#### Work item:
Every line below that carries the word "they" needs to be copied.

#### Material for this task:
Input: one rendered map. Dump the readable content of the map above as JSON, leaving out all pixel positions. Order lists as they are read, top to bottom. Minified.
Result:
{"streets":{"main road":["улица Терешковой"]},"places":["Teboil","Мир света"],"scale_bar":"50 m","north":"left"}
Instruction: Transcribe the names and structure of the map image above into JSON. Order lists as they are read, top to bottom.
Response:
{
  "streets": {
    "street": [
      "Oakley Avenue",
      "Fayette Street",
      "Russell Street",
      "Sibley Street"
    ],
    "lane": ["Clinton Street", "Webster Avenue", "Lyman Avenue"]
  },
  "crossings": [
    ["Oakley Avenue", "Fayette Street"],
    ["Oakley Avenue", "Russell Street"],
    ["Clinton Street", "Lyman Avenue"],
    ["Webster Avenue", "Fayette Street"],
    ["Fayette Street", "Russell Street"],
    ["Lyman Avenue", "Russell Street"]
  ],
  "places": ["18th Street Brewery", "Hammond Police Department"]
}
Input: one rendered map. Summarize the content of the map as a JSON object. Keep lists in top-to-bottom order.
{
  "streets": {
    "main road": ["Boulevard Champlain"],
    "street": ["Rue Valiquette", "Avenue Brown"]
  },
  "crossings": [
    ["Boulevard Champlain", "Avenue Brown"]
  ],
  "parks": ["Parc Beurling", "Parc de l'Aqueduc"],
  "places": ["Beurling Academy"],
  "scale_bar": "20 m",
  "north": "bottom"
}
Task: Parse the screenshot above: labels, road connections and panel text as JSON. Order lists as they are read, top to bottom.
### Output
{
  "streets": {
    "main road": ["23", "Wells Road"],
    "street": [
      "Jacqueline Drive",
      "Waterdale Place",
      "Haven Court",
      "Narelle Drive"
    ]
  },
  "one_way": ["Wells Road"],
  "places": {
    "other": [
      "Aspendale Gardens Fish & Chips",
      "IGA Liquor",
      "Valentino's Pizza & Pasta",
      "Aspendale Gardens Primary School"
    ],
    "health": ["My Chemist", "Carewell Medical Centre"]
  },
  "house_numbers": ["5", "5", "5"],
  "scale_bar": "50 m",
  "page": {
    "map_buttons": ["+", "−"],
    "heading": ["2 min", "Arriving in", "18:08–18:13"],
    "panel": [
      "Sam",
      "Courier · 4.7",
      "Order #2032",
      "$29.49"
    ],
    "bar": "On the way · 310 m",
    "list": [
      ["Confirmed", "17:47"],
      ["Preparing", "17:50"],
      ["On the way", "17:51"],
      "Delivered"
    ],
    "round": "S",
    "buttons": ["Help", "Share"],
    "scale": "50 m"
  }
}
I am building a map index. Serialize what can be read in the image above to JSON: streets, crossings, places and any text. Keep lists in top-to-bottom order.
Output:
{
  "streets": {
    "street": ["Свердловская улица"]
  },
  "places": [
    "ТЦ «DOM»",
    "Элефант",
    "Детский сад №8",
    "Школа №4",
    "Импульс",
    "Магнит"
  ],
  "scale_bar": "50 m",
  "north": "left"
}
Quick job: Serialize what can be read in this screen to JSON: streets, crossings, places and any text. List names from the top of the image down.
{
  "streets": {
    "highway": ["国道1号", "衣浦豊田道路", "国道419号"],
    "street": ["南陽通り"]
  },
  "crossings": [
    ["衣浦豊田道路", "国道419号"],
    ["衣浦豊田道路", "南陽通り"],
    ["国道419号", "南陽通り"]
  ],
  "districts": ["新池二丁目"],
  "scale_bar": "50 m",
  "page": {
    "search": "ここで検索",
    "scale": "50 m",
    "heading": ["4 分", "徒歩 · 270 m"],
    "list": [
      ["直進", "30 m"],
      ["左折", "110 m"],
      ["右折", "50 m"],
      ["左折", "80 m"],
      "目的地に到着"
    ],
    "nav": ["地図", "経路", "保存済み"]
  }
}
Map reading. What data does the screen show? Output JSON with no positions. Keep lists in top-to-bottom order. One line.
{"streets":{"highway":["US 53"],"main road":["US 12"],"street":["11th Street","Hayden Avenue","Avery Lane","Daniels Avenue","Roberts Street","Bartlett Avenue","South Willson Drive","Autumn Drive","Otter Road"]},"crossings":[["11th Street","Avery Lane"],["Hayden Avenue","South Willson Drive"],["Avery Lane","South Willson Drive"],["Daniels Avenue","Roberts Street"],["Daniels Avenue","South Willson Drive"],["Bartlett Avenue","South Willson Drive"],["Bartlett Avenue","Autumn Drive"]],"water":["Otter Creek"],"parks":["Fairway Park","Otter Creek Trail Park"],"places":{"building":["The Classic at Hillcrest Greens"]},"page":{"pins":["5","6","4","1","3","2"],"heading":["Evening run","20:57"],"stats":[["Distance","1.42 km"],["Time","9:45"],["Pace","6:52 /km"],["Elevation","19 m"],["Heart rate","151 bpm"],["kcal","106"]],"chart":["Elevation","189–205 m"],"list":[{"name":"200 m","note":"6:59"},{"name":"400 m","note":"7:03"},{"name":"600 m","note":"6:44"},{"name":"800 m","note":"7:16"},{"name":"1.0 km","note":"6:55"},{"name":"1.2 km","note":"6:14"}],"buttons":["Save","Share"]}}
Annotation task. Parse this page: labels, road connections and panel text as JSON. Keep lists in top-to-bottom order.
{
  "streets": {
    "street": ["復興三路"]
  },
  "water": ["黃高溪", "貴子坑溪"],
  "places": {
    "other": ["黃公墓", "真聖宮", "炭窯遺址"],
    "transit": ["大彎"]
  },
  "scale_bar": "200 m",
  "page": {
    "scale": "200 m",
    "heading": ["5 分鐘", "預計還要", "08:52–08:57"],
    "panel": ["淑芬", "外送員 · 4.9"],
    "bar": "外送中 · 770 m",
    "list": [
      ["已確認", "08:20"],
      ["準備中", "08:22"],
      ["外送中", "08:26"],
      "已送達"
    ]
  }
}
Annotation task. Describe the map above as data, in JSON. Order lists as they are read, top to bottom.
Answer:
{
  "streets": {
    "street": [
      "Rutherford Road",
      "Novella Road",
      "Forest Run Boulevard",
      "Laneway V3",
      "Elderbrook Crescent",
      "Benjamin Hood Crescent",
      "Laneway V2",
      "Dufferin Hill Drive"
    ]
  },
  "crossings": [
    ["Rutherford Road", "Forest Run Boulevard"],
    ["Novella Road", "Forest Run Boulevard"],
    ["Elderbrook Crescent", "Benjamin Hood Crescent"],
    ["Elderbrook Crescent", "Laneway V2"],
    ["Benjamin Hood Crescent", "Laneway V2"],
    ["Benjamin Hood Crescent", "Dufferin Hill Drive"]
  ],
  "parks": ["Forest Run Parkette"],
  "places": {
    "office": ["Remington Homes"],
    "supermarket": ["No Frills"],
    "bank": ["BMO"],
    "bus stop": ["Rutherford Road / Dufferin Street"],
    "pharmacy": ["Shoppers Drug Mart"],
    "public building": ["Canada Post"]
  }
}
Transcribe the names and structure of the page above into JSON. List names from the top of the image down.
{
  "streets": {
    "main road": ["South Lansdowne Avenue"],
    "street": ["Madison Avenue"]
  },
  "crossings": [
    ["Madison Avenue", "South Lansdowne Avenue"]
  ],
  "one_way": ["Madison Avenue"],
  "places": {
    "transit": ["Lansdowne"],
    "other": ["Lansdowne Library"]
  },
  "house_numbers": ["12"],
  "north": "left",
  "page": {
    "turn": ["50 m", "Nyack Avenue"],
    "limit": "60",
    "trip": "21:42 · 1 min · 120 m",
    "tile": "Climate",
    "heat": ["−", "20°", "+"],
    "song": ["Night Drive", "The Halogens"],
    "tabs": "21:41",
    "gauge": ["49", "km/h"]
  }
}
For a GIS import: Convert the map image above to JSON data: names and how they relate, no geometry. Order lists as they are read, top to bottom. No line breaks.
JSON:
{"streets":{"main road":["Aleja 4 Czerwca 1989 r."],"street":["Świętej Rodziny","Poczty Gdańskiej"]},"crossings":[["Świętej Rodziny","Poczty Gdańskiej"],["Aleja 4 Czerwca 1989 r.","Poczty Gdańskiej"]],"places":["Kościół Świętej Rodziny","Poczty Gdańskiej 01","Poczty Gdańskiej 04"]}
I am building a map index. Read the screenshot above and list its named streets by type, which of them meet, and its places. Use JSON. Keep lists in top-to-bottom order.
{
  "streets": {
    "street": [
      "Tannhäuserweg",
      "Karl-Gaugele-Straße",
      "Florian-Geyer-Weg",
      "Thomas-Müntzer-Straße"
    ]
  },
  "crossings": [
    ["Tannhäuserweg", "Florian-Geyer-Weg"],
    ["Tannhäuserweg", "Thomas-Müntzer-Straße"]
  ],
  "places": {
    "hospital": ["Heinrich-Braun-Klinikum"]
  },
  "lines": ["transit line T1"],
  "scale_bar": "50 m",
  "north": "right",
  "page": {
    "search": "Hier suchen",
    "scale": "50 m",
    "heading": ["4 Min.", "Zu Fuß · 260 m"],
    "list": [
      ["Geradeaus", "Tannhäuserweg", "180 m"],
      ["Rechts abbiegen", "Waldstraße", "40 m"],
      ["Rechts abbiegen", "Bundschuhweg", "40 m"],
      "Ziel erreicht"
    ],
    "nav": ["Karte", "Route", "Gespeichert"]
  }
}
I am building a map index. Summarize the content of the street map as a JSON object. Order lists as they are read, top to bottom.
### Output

#### Result of the task:
Input: one rendered map. Dump the readable content of the map above as JSON, leaving out all pixel positions. Order lists as they are read, top to bottom. Minified.
Instruction: Transcribe the names and structure of the map image above into JSON. Order lists as they are read, top to bottom.
Task: Parse the screenshot above: labels, road connections and panel text as JSON. Order lists as they are read, top to bottom.
Annotation task. Describe the map above as data, in JSON. Order lists as they are read, top to bottom.
For a GIS import: Convert the map image above to JSON data: names and how they relate, no geometry. Order lists as they are read, top to bottom. No line breaks.
I am building a map index. Summarize the content of the street map as a JSON object. Order lists as they are read, top to bottom.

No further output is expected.